*** LISTED ENTRIES Section Begins ***
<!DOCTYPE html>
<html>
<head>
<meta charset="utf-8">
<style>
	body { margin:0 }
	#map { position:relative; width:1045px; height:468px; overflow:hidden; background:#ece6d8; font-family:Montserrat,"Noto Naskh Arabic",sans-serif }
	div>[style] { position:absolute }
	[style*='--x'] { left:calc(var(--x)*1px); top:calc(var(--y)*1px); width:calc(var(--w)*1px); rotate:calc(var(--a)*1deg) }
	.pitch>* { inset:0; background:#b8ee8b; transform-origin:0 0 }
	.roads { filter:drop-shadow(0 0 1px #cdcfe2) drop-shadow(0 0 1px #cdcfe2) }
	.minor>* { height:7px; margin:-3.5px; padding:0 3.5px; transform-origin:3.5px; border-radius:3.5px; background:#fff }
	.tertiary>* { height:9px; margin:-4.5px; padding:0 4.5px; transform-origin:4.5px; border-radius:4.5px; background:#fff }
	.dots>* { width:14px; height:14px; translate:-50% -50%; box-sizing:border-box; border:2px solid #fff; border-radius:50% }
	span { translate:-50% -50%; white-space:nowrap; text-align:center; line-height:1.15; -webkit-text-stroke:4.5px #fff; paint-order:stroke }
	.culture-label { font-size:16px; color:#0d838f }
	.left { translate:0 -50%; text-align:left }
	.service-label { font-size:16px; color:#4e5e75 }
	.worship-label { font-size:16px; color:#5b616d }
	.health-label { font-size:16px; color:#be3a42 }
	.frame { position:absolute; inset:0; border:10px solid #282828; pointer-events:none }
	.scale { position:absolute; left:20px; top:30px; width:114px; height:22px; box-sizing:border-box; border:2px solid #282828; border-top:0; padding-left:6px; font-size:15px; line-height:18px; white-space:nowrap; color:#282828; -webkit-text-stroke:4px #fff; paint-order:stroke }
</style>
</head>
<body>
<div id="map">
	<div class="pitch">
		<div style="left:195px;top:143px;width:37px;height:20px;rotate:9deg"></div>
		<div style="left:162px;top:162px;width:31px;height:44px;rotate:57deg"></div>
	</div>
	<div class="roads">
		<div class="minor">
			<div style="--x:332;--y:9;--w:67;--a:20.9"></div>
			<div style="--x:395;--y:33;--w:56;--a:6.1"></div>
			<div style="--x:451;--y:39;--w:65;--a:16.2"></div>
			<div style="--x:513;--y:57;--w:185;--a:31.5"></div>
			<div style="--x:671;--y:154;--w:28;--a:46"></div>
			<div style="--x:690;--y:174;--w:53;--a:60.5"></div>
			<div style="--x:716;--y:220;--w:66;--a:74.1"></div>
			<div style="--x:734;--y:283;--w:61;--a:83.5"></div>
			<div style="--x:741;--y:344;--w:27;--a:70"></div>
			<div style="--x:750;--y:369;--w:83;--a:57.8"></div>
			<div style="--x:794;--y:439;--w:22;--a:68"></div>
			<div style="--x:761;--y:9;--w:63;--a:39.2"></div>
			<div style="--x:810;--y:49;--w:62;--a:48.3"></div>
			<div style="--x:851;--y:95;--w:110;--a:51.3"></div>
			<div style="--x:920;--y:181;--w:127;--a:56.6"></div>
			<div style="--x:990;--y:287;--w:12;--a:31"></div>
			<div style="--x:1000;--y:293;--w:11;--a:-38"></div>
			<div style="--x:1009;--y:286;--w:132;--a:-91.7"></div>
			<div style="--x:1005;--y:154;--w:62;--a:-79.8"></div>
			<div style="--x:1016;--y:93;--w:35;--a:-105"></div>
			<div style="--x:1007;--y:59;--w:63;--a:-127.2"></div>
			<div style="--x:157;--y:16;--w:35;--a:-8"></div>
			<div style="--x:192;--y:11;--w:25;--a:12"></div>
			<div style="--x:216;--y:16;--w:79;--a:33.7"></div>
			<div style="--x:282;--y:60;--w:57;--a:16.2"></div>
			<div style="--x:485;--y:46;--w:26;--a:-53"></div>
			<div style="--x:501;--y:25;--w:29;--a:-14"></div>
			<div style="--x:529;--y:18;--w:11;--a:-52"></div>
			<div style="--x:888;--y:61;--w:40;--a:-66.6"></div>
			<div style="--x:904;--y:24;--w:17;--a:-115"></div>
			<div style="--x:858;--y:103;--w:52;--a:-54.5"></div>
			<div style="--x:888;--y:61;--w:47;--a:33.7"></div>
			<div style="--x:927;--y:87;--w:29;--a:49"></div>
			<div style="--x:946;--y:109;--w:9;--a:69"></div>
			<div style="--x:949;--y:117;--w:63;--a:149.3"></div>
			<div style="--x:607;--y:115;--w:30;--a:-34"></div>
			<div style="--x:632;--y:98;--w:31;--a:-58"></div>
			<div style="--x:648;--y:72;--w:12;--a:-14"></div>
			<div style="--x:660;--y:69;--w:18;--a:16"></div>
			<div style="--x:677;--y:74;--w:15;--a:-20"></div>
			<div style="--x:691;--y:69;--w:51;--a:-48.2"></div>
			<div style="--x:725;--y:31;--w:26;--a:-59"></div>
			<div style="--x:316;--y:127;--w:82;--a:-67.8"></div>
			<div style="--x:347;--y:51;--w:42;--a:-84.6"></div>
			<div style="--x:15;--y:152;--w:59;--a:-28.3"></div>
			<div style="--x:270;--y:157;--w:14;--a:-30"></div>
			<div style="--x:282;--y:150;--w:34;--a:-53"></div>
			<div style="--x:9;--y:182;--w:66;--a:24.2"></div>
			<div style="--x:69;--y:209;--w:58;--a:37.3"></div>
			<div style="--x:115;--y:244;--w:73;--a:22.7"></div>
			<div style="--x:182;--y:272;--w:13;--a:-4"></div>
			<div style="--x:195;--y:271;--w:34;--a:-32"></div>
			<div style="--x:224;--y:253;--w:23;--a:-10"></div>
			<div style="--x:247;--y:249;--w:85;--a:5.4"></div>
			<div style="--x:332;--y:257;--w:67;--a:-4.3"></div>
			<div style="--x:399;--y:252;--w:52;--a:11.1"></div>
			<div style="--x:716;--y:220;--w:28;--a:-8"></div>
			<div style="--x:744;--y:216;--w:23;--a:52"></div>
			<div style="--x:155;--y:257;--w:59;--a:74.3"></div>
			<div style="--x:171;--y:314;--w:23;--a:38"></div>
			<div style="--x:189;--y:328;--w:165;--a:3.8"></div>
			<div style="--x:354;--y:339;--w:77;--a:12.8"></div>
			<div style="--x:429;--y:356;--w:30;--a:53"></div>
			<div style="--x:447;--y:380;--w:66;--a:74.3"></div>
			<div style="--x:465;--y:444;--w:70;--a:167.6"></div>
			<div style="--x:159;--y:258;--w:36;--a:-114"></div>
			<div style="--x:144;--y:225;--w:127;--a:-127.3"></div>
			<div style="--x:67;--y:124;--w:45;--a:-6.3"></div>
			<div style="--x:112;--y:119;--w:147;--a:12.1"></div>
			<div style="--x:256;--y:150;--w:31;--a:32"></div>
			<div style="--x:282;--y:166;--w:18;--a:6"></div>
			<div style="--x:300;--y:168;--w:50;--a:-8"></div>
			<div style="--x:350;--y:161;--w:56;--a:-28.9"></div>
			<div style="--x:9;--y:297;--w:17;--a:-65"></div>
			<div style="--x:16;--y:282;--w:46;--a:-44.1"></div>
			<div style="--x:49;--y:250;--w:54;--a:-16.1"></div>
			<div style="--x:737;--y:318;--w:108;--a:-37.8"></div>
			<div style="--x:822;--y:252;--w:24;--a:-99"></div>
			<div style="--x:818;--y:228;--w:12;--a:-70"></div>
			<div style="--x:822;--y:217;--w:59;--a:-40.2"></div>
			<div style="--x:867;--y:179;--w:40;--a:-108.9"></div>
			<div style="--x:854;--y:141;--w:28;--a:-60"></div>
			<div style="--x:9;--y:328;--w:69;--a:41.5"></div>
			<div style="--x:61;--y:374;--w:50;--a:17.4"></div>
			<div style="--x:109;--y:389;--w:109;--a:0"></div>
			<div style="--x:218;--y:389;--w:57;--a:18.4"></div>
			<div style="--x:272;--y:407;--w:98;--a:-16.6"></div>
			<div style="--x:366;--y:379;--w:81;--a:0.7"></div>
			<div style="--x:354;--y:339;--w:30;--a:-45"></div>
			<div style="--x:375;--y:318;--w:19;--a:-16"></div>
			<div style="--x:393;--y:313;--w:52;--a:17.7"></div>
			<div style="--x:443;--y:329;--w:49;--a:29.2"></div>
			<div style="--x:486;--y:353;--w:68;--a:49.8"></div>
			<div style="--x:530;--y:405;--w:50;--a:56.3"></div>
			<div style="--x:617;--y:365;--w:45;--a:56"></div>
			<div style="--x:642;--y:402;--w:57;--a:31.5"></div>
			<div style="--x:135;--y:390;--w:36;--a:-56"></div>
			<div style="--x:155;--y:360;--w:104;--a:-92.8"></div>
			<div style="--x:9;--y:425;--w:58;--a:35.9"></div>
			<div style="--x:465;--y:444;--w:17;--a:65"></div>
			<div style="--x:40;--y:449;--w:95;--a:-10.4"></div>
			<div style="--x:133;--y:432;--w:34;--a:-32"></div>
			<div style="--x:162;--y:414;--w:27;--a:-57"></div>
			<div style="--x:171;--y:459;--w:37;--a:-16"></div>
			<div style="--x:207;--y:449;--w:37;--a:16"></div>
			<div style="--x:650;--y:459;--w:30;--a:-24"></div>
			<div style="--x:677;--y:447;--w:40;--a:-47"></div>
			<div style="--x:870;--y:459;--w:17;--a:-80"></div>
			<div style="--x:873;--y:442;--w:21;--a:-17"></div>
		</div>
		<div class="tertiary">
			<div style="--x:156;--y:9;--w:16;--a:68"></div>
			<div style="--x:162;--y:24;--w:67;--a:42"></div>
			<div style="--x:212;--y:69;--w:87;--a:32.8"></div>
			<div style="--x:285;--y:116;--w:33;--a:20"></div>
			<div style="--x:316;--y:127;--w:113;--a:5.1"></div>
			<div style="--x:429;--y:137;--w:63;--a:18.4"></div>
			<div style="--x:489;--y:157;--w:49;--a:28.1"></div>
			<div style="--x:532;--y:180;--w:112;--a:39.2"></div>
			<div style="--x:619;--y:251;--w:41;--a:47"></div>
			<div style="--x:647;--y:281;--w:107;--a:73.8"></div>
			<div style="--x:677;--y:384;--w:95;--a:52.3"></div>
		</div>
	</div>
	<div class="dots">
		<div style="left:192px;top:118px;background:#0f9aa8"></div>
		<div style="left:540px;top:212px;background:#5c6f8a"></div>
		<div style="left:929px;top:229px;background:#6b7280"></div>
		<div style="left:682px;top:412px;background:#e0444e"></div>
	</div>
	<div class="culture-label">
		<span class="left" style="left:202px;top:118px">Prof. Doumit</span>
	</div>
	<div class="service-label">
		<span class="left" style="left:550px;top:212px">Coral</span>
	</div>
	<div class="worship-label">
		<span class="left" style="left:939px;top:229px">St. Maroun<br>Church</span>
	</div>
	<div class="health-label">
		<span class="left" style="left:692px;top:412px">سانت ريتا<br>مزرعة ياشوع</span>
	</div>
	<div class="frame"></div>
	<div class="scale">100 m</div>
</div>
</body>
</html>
*** LISTED ENTRIES Section Ends ***
TO DO »
Begin at the first line of the material above. Transcribe each line exactly, ending with the line that contains "translate:-50% -50%; white-space:nowrap;".

EXERCISE ANSWER »
<!DOCTYPE html>
<html>
<head>
<meta charset="utf-8">
<style>
	body { margin:0 }
	#map { position:relative; width:1045px; height:468px; overflow:hidden; background:#ece6d8; font-family:Montserrat,"Noto Naskh Arabic",sans-serif }
	div>[style] { position:absolute }
	[style*='--x'] { left:calc(var(--x)*1px); top:calc(var(--y)*1px); width:calc(var(--w)*1px); rotate:calc(var(--a)*1deg) }
	.pitch>* { inset:0; background:#b8ee8b; transform-origin:0 0 }
	.roads { filter:drop-shadow(0 0 1px #cdcfe2) drop-shadow(0 0 1px #cdcfe2) }
	.minor>* { height:7px; margin:-3.5px; padding:0 3.5px; transform-origin:3.5px; border-radius:3.5px; background:#fff }
	.tertiary>* { height:9px; margin:-4.5px; padding:0 4.5px; transform-origin:4.5px; border-radius:4.5px; background:#fff }
	.dots>* { width:14px; height:14px; translate:-50% -50%; box-sizing:border-box; border:2px solid #fff; border-radius:50% }
	span { translate:-50% -50%; white-space:nowrap; text-align:center; line-height:1.15; -webkit-text-stroke:4.5px #fff; paint-order:stroke }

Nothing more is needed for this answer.